── SOURCE MATERIAL ──

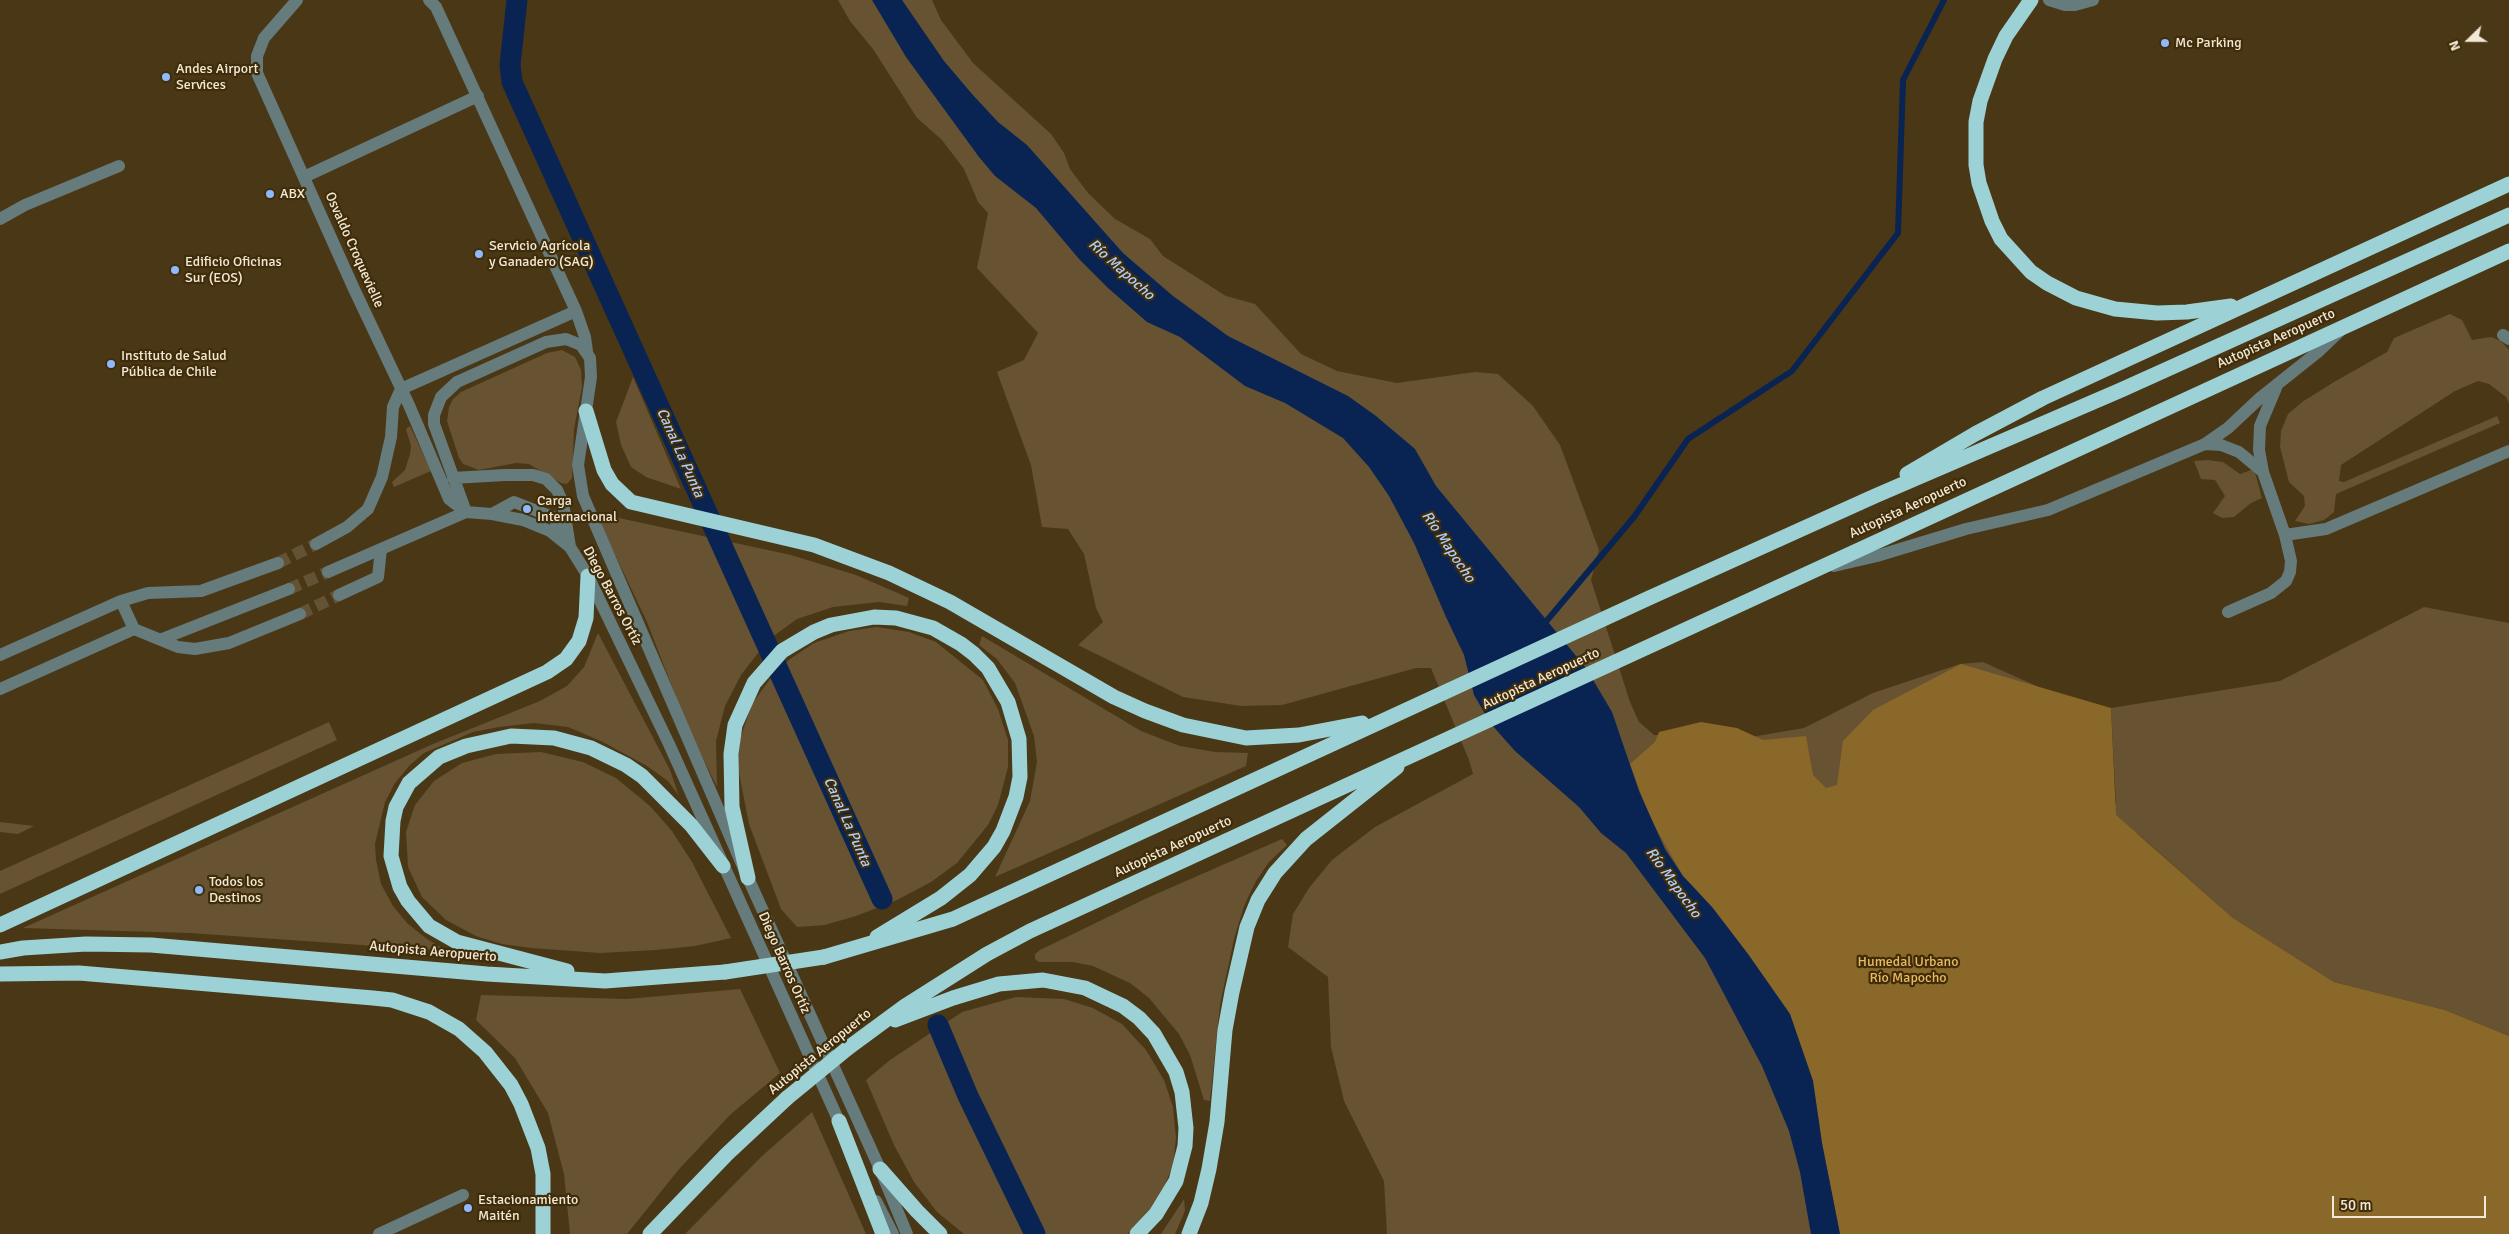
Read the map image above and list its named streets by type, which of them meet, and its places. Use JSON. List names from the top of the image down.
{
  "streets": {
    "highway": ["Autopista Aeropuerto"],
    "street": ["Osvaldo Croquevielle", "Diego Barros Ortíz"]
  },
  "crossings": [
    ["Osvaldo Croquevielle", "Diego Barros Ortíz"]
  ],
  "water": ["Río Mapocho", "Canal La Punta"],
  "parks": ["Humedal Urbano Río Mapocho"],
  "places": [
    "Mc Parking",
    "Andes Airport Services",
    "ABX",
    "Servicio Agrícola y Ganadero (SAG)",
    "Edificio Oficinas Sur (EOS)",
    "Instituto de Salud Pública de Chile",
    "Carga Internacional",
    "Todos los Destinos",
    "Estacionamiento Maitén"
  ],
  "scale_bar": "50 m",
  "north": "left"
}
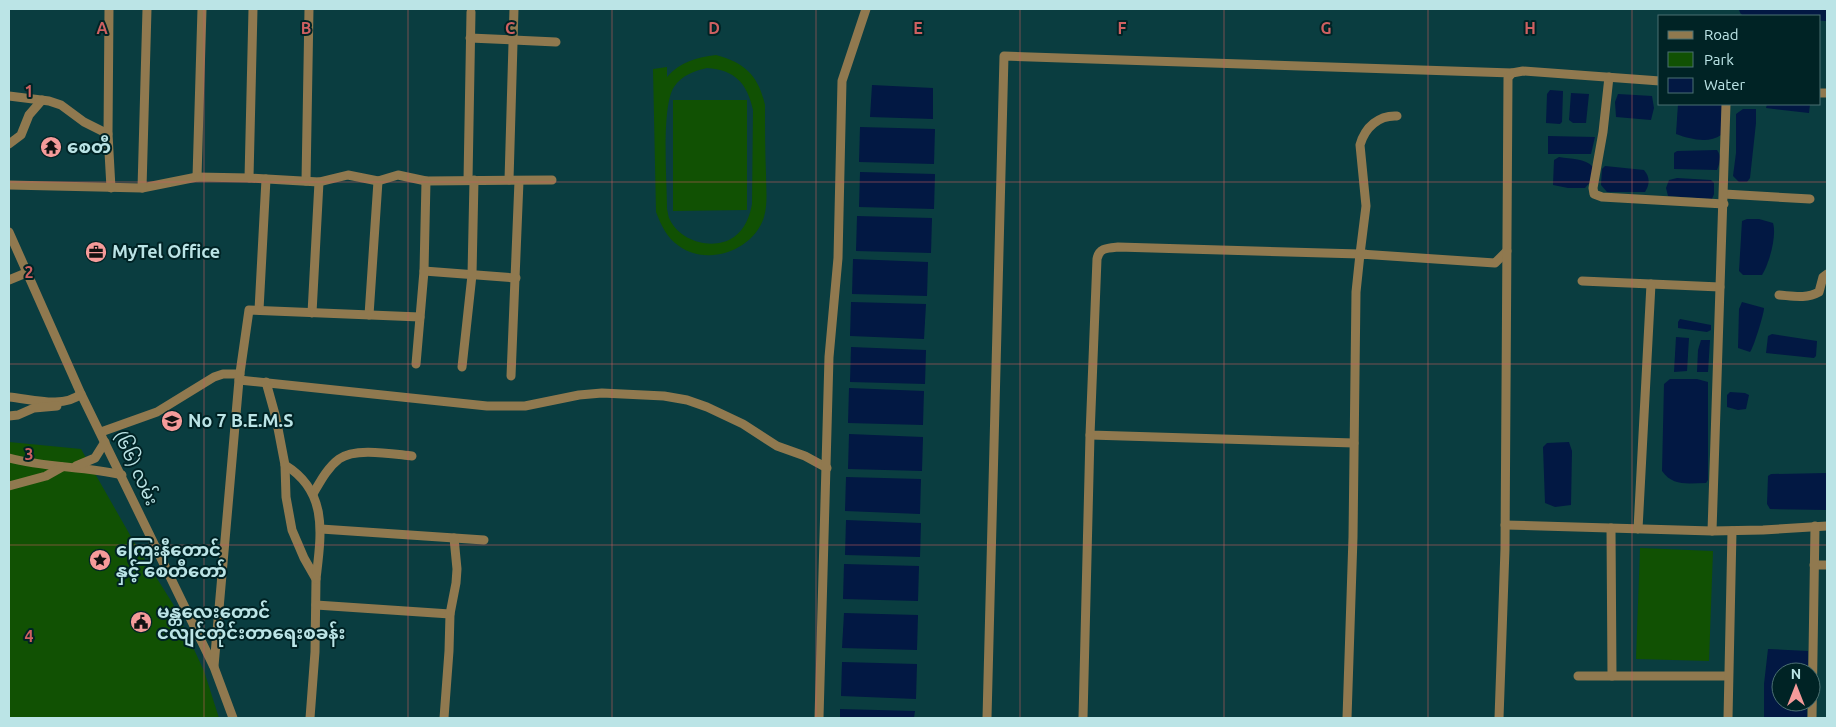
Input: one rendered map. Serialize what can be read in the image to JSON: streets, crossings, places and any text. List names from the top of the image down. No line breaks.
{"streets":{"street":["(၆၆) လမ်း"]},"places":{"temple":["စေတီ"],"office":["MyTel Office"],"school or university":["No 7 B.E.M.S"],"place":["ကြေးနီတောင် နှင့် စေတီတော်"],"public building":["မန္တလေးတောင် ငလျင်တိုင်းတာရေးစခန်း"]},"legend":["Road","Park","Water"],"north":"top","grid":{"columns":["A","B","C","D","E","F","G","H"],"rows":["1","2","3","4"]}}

───

WHAT YOU WILL DO:
The data above should be repeated in full and exactly, with no pictures carried over.

RESPONSE AREA:
Read the map image above and list its named streets by type, which of them meet, and its places. Use JSON. List names from the top of the image down.
{
  "streets": {
    "highway": ["Autopista Aeropuerto"],
    "street": ["Osvaldo Croquevielle", "Diego Barros Ortíz"]
  },
  "crossings": [
    ["Osvaldo Croquevielle", "Diego Barros Ortíz"]
  ],
  "water": ["Río Mapocho", "Canal La Punta"],
  "parks": ["Humedal Urbano Río Mapocho"],
  "places": [
    "Mc Parking",
    "Andes Airport Services",
    "ABX",
    "Servicio Agrícola y Ganadero (SAG)",
    "Edificio Oficinas Sur (EOS)",
    "Instituto de Salud Pública de Chile",
    "Carga Internacional",
    "Todos los Destinos",
    "Estacionamiento Maitén"
  ],
  "scale_bar": "50 m",
  "north": "left"
}
Input: one rendered map. Serialize what can be read in the image to JSON: streets, crossings, places and any text. List names from the top of the image down. No line breaks.
{"streets":{"street":["(၆၆) လမ်း"]},"places":{"temple":["စေတီ"],"office":["MyTel Office"],"school or university":["No 7 B.E.M.S"],"place":["ကြေးနီတောင် နှင့် စေတီတော်"],"public building":["မန္တလေးတောင် ငလျင်တိုင်းတာရေးစခန်း"]},"legend":["Road","Park","Water"],"north":"top","grid":{"columns":["A","B","C","D","E","F","G","H"],"rows":["1","2","3","4"]}}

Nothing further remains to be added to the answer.